SR: I tend to think that the difference and divisions between industry and academia are over-stated, and they are closer both in spirit and intent than people tend to imagine.
For myself, I try to read as much as I can coming out of academia, and collaborate with universities through side projects, sponsoring specific classes or modules (a chance to mentor students and learn from them), and giving talks and presentations to students – both within and beyond anthropology departments.
YS: Looking back at your decades of experience in the design space, what are some notable shifts or trends you are seeing in the field of design?
SR: The obvious ones are the extent to which data capture is now being built into the design of everyday objects – often without good cause, which leads to trust deficits between designers and users.
Another trend is addiction by design – the tendency for devices, apps and objects to have design into them addictive qualities.
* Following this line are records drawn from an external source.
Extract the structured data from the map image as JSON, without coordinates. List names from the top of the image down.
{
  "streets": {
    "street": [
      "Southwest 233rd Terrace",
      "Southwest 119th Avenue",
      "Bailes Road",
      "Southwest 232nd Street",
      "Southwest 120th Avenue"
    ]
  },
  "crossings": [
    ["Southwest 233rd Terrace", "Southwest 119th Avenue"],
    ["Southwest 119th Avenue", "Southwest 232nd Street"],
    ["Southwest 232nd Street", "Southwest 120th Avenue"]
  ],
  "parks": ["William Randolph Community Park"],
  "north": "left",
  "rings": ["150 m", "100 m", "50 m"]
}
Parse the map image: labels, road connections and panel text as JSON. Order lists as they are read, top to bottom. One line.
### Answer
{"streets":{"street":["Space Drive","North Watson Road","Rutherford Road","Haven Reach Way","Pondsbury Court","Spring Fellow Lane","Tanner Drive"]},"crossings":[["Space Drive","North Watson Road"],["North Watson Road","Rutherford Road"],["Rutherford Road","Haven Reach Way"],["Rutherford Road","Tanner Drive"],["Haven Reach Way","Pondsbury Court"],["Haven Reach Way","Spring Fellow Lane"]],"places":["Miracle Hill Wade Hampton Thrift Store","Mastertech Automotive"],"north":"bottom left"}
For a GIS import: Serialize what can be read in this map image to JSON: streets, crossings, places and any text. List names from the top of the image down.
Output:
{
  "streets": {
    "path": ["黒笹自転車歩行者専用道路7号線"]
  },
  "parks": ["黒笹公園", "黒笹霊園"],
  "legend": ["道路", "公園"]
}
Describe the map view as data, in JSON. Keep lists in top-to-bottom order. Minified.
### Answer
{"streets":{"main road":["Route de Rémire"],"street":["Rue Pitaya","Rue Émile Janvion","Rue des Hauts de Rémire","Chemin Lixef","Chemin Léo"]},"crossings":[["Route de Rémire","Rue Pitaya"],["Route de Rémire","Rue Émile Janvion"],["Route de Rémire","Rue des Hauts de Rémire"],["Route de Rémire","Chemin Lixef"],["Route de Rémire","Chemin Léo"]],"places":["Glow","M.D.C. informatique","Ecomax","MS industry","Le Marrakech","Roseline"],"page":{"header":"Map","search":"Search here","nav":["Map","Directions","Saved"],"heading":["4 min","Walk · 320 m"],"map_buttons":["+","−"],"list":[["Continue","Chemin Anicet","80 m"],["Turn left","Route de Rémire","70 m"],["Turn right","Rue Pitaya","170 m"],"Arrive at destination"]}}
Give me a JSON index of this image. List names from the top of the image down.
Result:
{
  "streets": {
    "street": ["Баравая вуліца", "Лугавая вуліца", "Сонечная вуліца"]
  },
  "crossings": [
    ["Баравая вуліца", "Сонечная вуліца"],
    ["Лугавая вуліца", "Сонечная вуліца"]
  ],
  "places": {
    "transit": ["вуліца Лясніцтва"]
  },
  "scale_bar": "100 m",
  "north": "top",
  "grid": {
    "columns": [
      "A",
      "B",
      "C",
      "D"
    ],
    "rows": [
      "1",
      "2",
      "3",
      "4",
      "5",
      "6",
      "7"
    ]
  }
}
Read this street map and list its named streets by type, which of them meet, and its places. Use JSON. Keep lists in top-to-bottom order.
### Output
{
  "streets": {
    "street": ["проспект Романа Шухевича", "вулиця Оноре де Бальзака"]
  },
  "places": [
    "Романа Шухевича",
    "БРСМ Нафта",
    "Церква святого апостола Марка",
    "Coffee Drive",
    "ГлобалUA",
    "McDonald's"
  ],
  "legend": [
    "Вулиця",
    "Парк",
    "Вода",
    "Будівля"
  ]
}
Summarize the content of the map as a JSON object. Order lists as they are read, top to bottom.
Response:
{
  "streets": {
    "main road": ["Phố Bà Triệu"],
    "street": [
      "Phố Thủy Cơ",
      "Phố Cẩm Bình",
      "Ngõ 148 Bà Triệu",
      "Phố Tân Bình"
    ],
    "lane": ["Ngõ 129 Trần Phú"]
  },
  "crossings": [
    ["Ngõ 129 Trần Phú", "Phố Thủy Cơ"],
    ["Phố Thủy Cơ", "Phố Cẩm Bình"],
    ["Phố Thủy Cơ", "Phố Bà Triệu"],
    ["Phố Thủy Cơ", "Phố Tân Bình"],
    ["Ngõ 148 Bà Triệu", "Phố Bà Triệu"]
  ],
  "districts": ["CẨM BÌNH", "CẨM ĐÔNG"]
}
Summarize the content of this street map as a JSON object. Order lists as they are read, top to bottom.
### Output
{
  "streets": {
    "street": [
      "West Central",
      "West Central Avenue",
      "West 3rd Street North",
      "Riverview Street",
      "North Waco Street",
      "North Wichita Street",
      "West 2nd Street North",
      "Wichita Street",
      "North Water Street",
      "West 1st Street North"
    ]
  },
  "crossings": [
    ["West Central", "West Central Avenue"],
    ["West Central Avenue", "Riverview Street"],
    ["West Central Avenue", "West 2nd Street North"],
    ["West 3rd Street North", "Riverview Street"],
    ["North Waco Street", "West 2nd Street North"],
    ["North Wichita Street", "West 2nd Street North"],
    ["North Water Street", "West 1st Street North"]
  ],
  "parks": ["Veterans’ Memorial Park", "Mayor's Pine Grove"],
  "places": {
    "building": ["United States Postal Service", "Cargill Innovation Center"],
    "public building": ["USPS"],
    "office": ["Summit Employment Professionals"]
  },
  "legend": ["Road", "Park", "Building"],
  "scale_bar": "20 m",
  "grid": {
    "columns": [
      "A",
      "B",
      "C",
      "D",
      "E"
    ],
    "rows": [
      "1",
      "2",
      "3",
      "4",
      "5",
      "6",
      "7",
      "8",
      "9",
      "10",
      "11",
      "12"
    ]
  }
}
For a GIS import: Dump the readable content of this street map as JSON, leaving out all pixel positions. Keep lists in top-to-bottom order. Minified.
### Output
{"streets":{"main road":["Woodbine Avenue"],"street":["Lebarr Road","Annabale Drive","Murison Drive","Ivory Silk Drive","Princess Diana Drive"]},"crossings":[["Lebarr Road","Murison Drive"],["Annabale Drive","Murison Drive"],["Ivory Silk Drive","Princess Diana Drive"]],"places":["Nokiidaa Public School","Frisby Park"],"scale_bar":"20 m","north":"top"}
Again, this is not a good thing.
More positively, there is more focus on designing for systems and not just individual users – though there is more work to be done on systems thinking as a default rather than the exception.
YS: What are three daily habits of yours that you think help in strengthening your design sensibilities?
SR: Reading voraciously as widely as possible. Finding the time to meet random people, and make connections using platforms such as Lunch Club. Coffee!
YS: From your reading list, what are three good books about design you would recommend for the “non-designers” out there?
SR: Of course, I’d love to mention my book, which is available in India – The Power of Not Thinking: How Our Bodies Learn and Why We Should Trust Them.
But the other books I’ve read recently which I think everyone should read are Caste by Isabel Wilkerson and The Idea Factory by Jon Gertner (a fascinating history of Bell Labs and a masterpiece story about corporate innovation – its rise and fall).
YS: What are your three tips or parting words of advice for the aspiring designers in our audience?
SR: Pay it forward – support people below you as you focus on your own growth and development.
Focus on building your networks. They are critical to your future success.
Think beyond design – design has to work in the world as it is now (or how it might be) so read things that help you understand the world and how it works.